Apparently there weren’t many tenors available in Vienna for the role of Don Ottavio in Don Giovanni. The sole existing tenor aria in the opera, Il mio tesoro, was highly challenging and required long breaths for sustained phrases. The tenor Francesco Morella probably was not up to this task so Mozart wrote for him Dalla sua pace, a slow and stunningly beautiful number that remains a staple in the tenor repertoire.
In early 1788 an overnight sensation by the name of Adriana Gabrieli arrived in Vienna. “She has, in addition to an unbelievably high register, a striking low register…in living memory no such voice has sounded within Vienna’s walls.” – from the Rapport von Wien. In May she became a last minute substitute for the role of Zerlina in Don Giovanni, joining Aloysia Lange (Anna) and Caterina Cavalieri (Elvira) — what a cast! As the hottest ticket in town she could ask for anything, so when The Marriage of Figaro was revived a year later Mozart provided her with two new replacement arias for the role of Susanna. It is hard to imagine that the devine aria Deh vieni, originally written for Nancy Storace, needed an alternative. Let us sidetrack then and listen to what was being replaced!
As usual, Mozart calls on all of Gabrieli’s attributes for the replacement version. Of special interest is the composer’s generous writing for the French horn, bassoon, and basset horns – providing a sparkling backdrop to the voice. Within a very short time he would be writing similar material for Gabrieli in his next opera Cosi fan tutte.
Al desio, di chi t’adora (Recitative is original. Insert aria starts at 1:20)
The other replacement piece in The Marriage of Figaro for Gabrieli, or “La Ferrarese” (as she was also known, being from Ferrara), was a short little arietta with a libretto that does not fall in line with the plot of the opera. Mozart also reduced it for piano and voice.
Un mota di gioia
Now listen to the original.

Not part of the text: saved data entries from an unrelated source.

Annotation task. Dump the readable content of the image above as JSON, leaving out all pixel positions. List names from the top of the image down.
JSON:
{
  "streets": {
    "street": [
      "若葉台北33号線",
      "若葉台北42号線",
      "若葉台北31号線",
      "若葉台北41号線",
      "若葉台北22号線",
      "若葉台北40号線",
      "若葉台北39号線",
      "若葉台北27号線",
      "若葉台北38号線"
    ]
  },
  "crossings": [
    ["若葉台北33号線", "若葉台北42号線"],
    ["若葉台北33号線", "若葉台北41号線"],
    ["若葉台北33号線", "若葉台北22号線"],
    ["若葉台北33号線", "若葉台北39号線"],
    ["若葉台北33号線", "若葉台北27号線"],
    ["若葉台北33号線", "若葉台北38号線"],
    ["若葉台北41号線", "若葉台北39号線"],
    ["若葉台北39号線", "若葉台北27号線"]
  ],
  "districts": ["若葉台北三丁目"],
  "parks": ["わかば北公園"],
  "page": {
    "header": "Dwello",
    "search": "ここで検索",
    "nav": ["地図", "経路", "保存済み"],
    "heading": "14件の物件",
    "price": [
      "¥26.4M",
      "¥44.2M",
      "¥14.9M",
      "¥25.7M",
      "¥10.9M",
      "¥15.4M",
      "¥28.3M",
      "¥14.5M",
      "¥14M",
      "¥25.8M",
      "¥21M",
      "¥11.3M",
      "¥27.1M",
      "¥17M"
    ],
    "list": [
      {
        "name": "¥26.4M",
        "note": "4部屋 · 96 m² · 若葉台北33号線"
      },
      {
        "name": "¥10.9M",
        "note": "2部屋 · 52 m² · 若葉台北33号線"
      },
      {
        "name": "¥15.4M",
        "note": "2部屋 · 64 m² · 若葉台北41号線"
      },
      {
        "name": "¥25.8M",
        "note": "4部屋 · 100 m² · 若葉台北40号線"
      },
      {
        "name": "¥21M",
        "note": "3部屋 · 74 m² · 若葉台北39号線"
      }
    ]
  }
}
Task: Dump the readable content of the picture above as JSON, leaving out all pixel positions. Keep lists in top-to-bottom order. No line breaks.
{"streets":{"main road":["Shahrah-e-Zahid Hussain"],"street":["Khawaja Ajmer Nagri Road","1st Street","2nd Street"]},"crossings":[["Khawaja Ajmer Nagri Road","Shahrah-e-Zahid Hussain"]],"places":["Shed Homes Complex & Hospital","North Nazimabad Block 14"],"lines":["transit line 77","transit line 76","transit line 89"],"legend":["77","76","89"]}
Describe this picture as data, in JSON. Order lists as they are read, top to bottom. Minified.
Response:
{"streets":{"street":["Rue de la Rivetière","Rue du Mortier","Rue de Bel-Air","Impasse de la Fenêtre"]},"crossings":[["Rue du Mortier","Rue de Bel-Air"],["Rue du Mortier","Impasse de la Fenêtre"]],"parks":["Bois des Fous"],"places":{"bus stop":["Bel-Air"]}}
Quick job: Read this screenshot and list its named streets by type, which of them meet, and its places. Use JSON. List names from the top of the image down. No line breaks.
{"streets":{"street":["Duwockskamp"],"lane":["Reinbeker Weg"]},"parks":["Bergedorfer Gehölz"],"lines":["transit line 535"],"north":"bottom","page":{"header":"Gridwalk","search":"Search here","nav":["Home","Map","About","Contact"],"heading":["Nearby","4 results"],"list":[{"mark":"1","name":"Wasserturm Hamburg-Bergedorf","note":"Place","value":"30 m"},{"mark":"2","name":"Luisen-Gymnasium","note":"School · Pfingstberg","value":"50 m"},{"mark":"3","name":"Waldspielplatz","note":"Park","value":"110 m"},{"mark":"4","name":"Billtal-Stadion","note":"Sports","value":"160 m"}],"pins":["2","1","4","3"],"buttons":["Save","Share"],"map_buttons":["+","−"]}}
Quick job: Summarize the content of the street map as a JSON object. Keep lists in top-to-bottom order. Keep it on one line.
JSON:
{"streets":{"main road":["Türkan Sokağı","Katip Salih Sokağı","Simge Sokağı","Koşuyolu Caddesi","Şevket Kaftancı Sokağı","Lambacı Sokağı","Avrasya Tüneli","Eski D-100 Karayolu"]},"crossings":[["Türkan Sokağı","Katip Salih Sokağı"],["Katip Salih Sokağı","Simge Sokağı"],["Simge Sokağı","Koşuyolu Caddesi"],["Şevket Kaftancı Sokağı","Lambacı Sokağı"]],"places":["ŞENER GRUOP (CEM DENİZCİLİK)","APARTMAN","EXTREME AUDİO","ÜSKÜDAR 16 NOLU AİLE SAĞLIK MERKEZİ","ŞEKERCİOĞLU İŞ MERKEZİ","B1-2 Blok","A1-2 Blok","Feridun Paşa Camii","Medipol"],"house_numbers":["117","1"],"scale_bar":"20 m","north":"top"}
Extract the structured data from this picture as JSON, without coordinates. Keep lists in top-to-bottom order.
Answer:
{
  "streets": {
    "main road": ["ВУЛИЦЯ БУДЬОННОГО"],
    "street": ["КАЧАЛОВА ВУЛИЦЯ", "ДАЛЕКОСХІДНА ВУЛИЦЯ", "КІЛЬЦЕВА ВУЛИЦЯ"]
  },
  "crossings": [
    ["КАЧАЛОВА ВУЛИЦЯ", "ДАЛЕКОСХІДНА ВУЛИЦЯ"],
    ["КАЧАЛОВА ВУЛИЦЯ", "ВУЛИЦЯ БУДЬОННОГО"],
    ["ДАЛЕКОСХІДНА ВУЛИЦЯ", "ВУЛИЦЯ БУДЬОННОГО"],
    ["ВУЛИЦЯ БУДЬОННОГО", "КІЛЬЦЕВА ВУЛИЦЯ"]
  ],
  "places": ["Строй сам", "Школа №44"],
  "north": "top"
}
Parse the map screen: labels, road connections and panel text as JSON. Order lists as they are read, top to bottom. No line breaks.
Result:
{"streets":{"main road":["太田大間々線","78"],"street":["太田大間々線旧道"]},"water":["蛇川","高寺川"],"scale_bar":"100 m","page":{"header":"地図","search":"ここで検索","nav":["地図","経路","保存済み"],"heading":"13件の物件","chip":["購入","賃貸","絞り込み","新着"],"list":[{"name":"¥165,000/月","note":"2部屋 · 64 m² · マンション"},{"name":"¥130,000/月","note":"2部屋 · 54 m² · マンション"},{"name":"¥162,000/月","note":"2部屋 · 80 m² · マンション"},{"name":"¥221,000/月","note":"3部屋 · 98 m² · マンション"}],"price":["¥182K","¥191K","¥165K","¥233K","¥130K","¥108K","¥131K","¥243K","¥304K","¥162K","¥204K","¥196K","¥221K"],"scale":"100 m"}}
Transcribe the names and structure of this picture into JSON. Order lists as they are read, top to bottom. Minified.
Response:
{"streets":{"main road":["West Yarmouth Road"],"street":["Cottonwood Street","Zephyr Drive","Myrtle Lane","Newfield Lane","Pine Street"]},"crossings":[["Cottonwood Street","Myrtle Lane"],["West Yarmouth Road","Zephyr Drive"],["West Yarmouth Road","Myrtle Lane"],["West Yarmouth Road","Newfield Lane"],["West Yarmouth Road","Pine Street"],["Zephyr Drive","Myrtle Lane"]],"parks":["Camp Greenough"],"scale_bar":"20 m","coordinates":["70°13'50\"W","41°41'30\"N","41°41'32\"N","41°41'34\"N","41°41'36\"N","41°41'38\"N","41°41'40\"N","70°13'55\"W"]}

This is the part in Act ll where Susanna dresses up Cherubino (a young boy, but female cast) in disguise as a woman to fool the Count. The boy is also sweet on the Countess (Madama), the third character in this scene. The instrumentation is a marvelous counterpart to Susanna’s playful directives, with the busy strings being playful themselves against the woodwinds’ own exchanges. One more indication that the original Figaro was fine just the way it was!
Emperor Joseph ll was so impressed with the Viennese remounting of The Marriage of Figaro in 1789 that he immediately commissioned Mozart to write a new opera. It would be Cosi fan tutte, a tale of love, intrigue, jealousy, and disguise all spinning around one big wager. For the role of Gugliemo Mozart chose the premier basso buffa (bass in comic role) in all of Europe, Francesco Benucci. He, along with Nancy Storace, was a member of the Italian troupe who arrived in Vienna in 1783. The man took on many roles in the Viennese opera circuit, but none as defining as the title role in Figaro and then Leporello in Don Giovanni. In 1793 a critic wrote that Benucci “combines unaffected, excellent acting with an exceptionally round, beautiful, and full bass voice. He is as much a complete singer as choice actor…he never exaggerates.”
For Cosi fan tutte Mozart wrote two arias for Benucci, one for each act. However the first one turned out to be too extensive for the plot at hand. Mozart pulled it right before the premiere and replaced it with a much shorter aria. Though occasionally staged, Rivolgete a lui lo sguardo (Turn to him your gaze) remains one of the all time favorites in the basso buffa concert aria repertoire. It is fast–Allegro, and faster–Molto allegro; good tempos for Gugliemo to list all of his and fellow “Albanian” Ferrando’s wonderful attributes for the ladies.